== Provided data ==

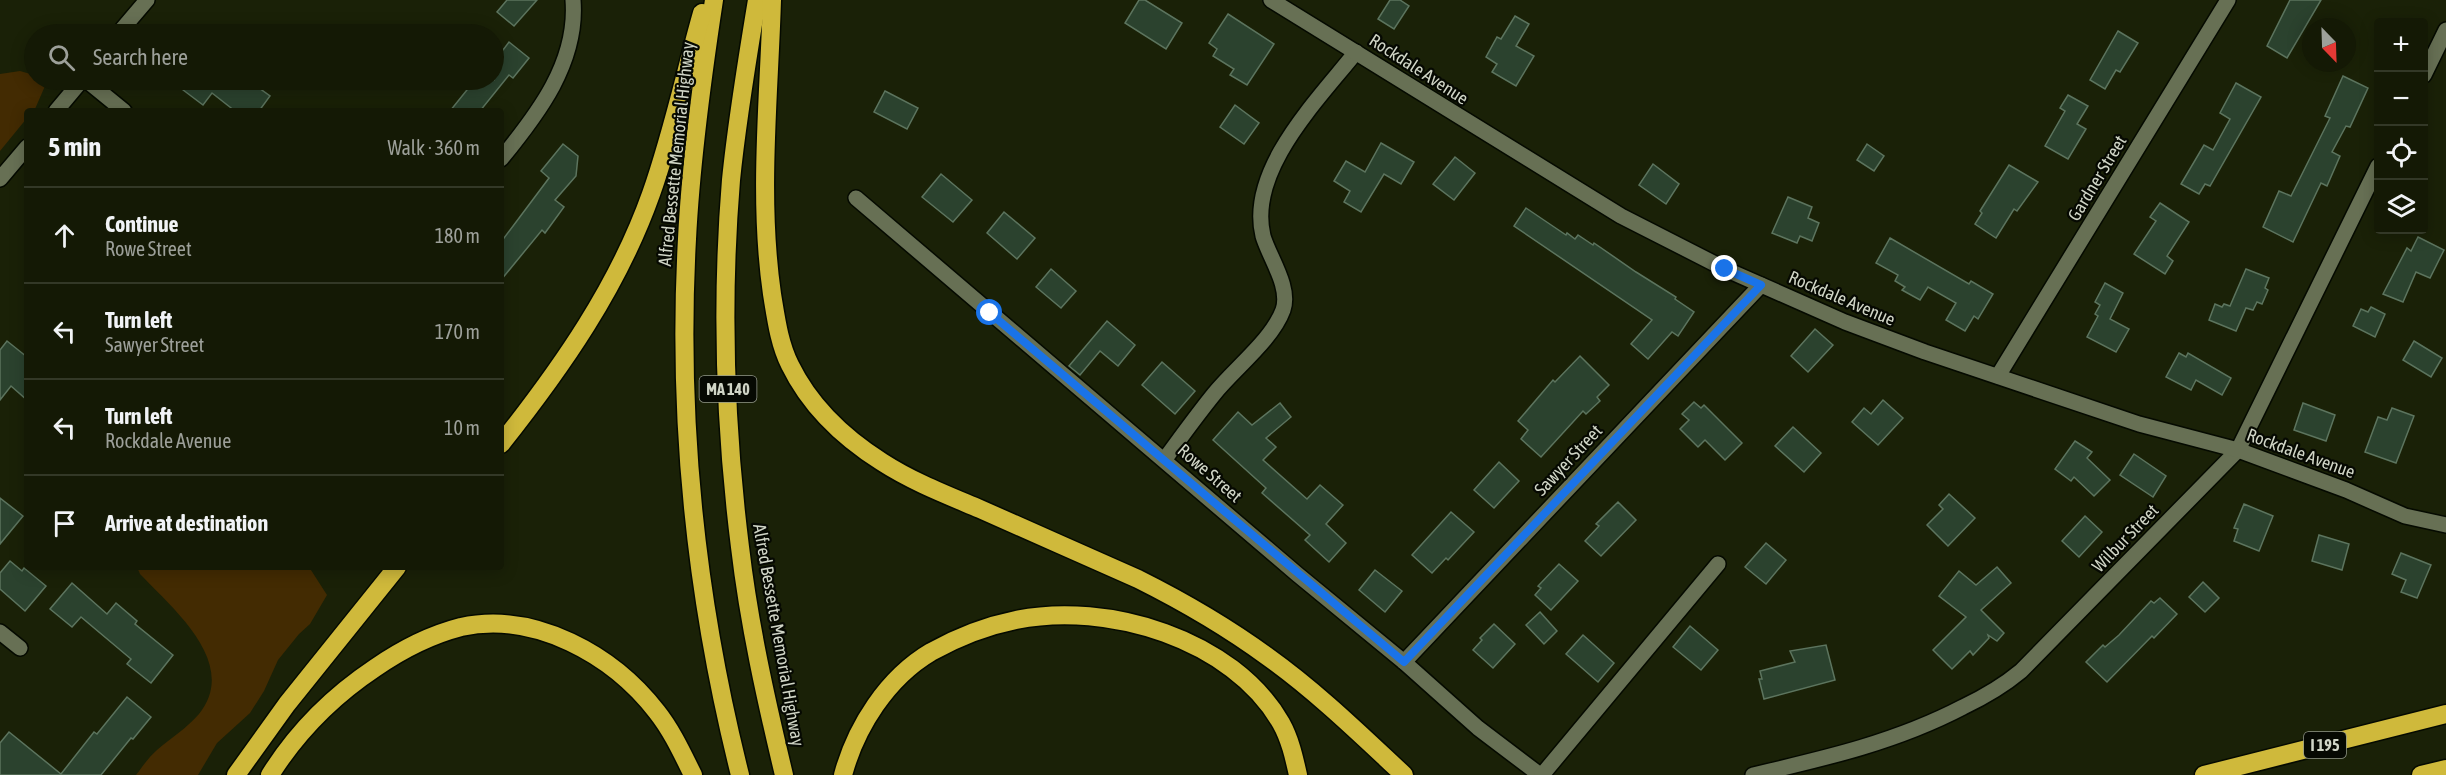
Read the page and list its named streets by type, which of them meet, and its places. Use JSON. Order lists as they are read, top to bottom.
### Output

===
== Provided data ==

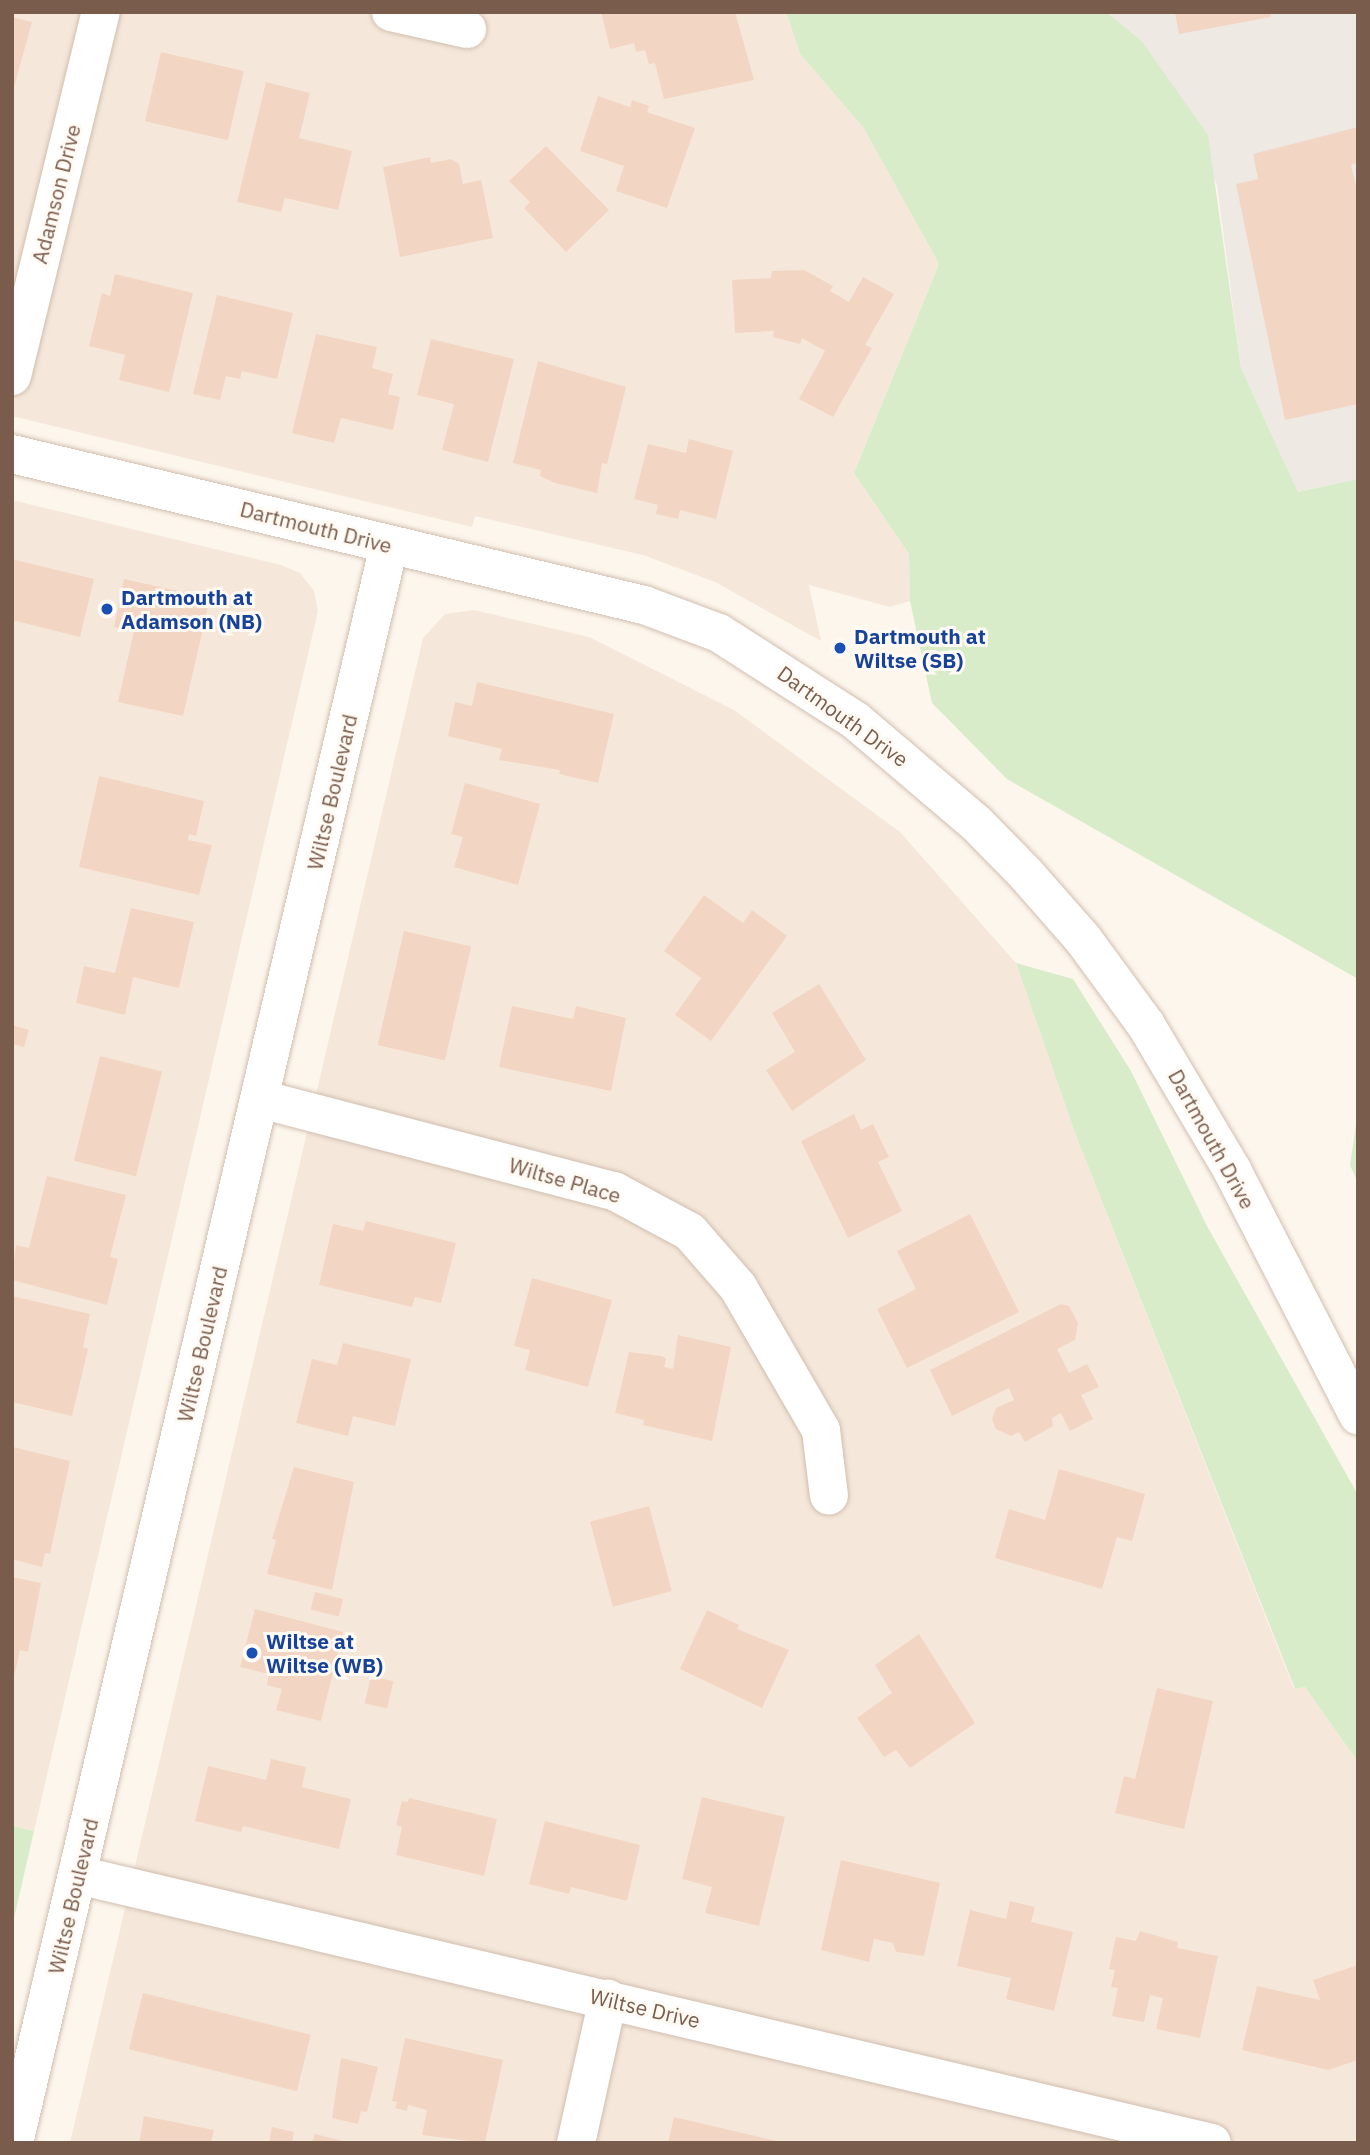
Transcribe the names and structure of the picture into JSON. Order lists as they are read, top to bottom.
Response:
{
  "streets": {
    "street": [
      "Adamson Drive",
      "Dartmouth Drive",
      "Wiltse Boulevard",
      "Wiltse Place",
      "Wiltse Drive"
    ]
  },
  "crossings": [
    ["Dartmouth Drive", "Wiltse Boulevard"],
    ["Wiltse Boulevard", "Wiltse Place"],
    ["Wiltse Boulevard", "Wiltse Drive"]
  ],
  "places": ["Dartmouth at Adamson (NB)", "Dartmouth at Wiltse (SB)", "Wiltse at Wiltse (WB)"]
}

===
== Provided data ==

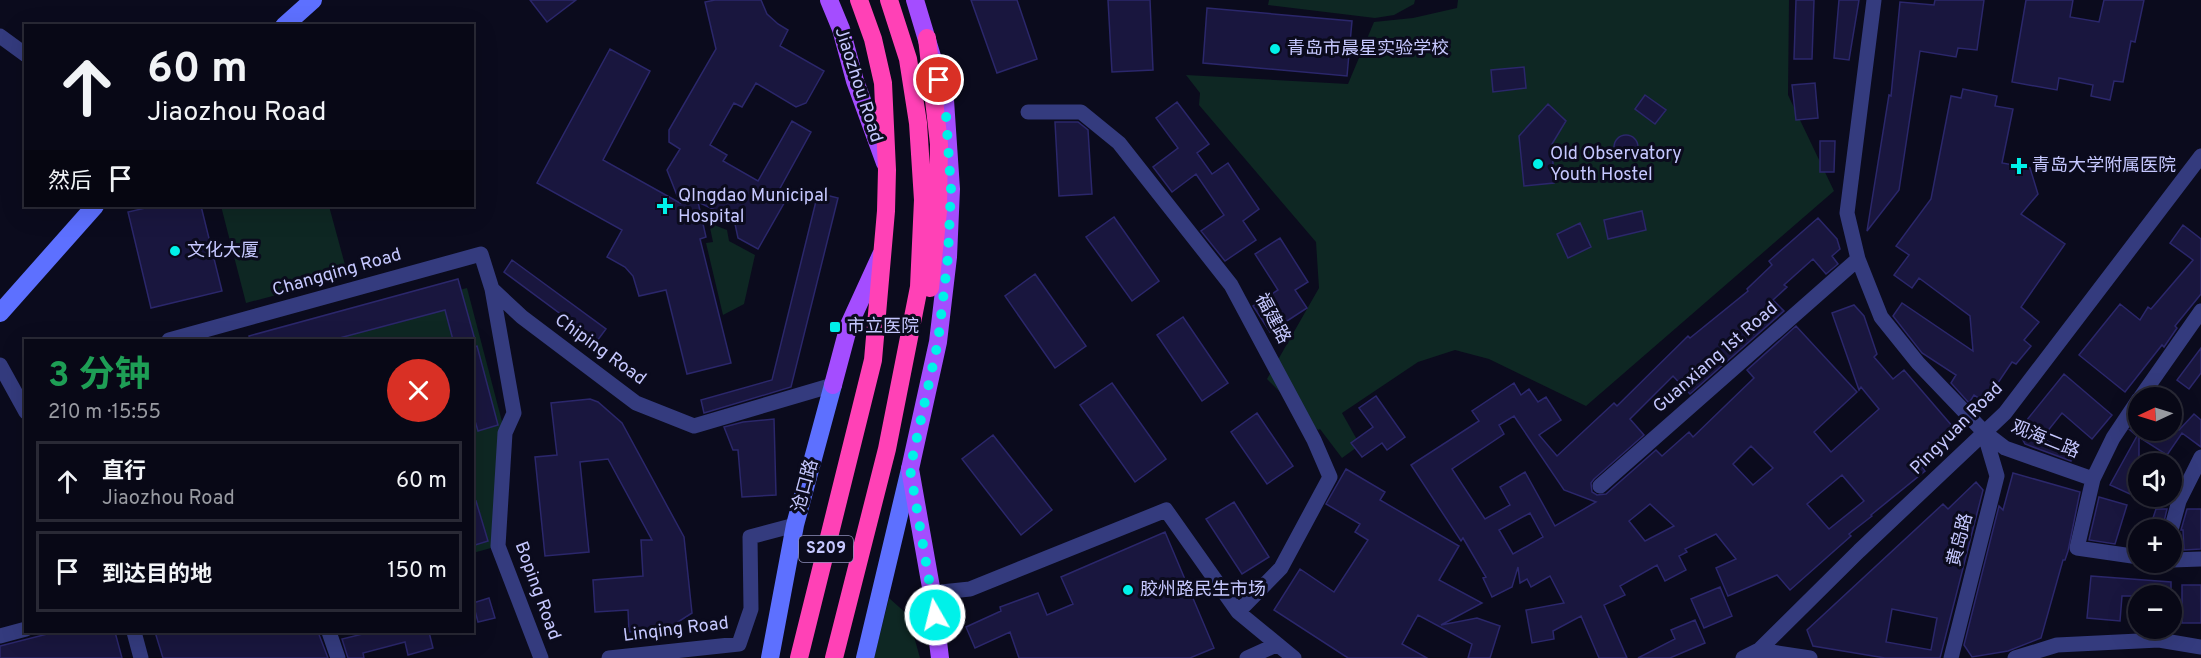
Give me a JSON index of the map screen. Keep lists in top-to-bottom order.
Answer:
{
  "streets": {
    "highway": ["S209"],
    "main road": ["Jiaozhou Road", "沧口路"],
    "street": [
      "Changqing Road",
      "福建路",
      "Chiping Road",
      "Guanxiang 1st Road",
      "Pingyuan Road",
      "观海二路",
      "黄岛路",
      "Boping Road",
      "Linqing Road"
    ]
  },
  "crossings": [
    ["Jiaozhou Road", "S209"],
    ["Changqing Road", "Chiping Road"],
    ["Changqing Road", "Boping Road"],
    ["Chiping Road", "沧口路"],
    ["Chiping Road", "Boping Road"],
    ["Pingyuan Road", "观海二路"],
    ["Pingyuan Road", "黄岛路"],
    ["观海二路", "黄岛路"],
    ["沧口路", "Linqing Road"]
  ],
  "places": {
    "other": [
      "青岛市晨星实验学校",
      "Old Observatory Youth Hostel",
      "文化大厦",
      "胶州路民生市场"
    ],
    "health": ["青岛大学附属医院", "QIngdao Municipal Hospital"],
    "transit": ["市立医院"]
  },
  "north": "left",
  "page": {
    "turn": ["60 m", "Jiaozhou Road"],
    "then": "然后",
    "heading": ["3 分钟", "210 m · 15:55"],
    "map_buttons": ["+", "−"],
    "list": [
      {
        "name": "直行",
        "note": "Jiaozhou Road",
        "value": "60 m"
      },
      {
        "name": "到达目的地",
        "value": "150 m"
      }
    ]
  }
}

===

* What is being asked *
Check each line of the material for the word "lists". Copy the ones that have it.

* Your solution *
Read the page and list its named streets by type, which of them meet, and its places. Use JSON. Order lists as they are read, top to bottom.
Transcribe the names and structure of the picture into JSON. Order lists as they are read, top to bottom.
Give me a JSON index of the map screen. Keep lists in top-to-bottom order.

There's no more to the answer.